While Governor McAuliffe Advances Non-partisan Redistricting, VA Republicans Insist Virginians Keep Paying for the Pleasure of Voting in Unconstitutional Districts


by Christina Freundlich

While Governor McAuliffe Advances Non-partisan Redistricting, VA Republicans Insist Virginians Keep Paying for the Pleasure of Voting in Unconstitutional Districts

 

Following the United States Supreme Court decision rejecting Virginia’s gerrymandered districts, Governor McAuliffe urged House Republicans to drop their defense of the invalid district lines and avoid protracted litigation at the expense of Virginia taxpayers. The Governor asked Republicans to work with him to pass a new non-partisan map that would empower voters and put the Commonwealth on the right side of history.

 

Unsurprisingly, House Republicans ducked calls for reform, in what has become their annual tradition to ensure that GOP legislators get to pick their seats instead of their constituents.This isn't a new strategy though. In 2010, Ed Gillespie was the Republican's gerrymandering puppet master that set up Republican domination of the U.S. House and state legislature for the rest of this decade.

 

Below is a roundup of coverage that both supports the Governor’s efforts and highlights Republican obstructionism:

 

A chance to make Virginia less ridiculous

The Richmond Times-Dispatch

3/3/17

“Those points do not change the fact that most of the seats in the state legislature are drawn to guarantee a certain outcome — and they nearly always do. The federal lawsuit against the districts charges that the system unconstitutionally subverts the voting rights of African-Americans by packing them more tightly than necessary into select districts. The broader point is that gerrymandering in general unconscionably subverts the voting rights of citizens generally."

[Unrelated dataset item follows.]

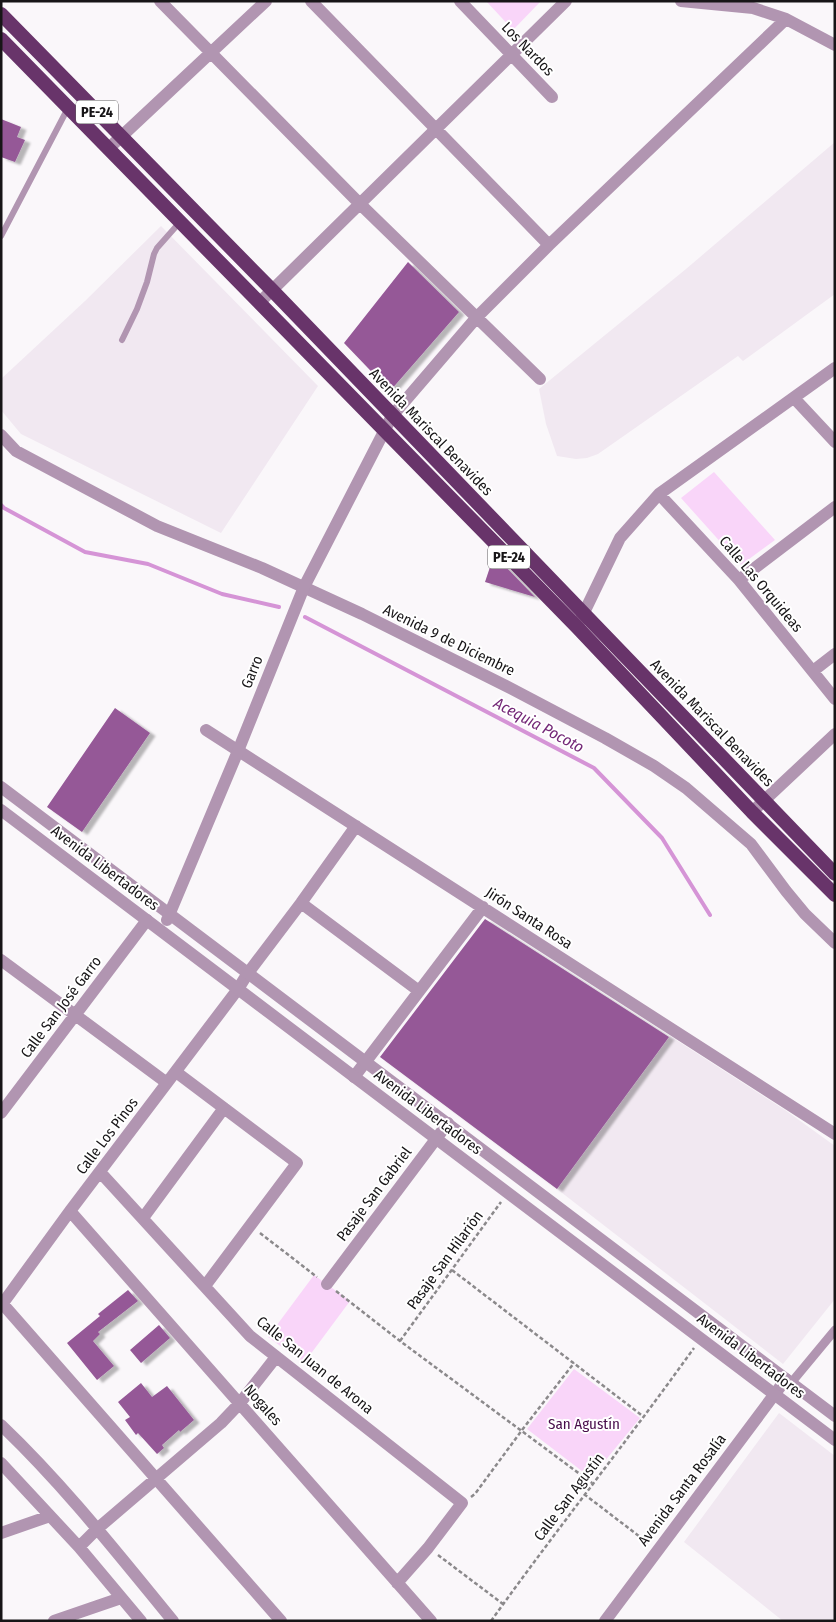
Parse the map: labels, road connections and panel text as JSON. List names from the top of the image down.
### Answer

Losses, yet hopes, on redistricting

The Daily Progress

3/3/17

“The power to draw voting districts rests in the hands of the incumbents, the political powerful. These men and women have demonstrated that they are more interested in protecting themselves and securing their next election than they are in protecting the democratic process. In some ways, the Virginia General Assembly is becoming even more entrenched as, year after year, gerrymandering strengthens the hand of the Republican power structure and, year after year, the Republicans use that power to strengthen themselves even further.”

State Republicans Show No Desire for Nonpartisan Redistricting Reform

WTVF

3/3/17

“Thanks, but no thanks. That’s the response from Republicans who say they have a very strong case to make in court, and they’re ready to make it. Republican Speaker Bill Howell says Republicans will not be dropping their defense of the House of Delegates districts, which Democrats say unfairly marginalizes African-American voters.”

Republicans shrug off governor’s offer to seek nonpartisan redistricting

The Washington Post

3/3/17

“Gov. Terry McAuliffe (D) on Thursday urged Republican leaders in the House of Delegates to stop defending legislative districts that are under legal challenge and work with him on nonpartisan redistricting. Republicans declined, accusing the governor of grandstanding one day after the U.S. Supreme Court told a lower court to reexamine Virginia’s redistricting efforts for signs of racial bias.”

Va. GOP leaders vow to defend disputed districts, rebuff McAuliffe's nonpartisan plea

AP

3/3/17

“House Speaker William Howell, Majority Leader Kirk Cox and finance chairman Chris Jones told reporters Thursday they're confident in the 11 districts that the U.S. Supreme Court ruled a day earlier must be re-examined. After the Wednesday ruling, Democratic Gov. Terry McAuliffe sent a letter to Howell and Cox asking them to settle the lawsuit. He said the ruling set the stage for "protracted litigation" at taxpayers' expense and wants a nonpartisan panel to draw new lines.”

GOP: Despite court ruling, current House map good for November

Daily Press

3/3/17

“Virginia, for example, has voted for a Democrat in all statewide elections the last four years, but its congressional split is seven Republicans and four Democrats. Before Democrats forced the redrawing of Scott's district and the surrounding changes allowed the 4th District to go to a Democrat, the split was 8-3.”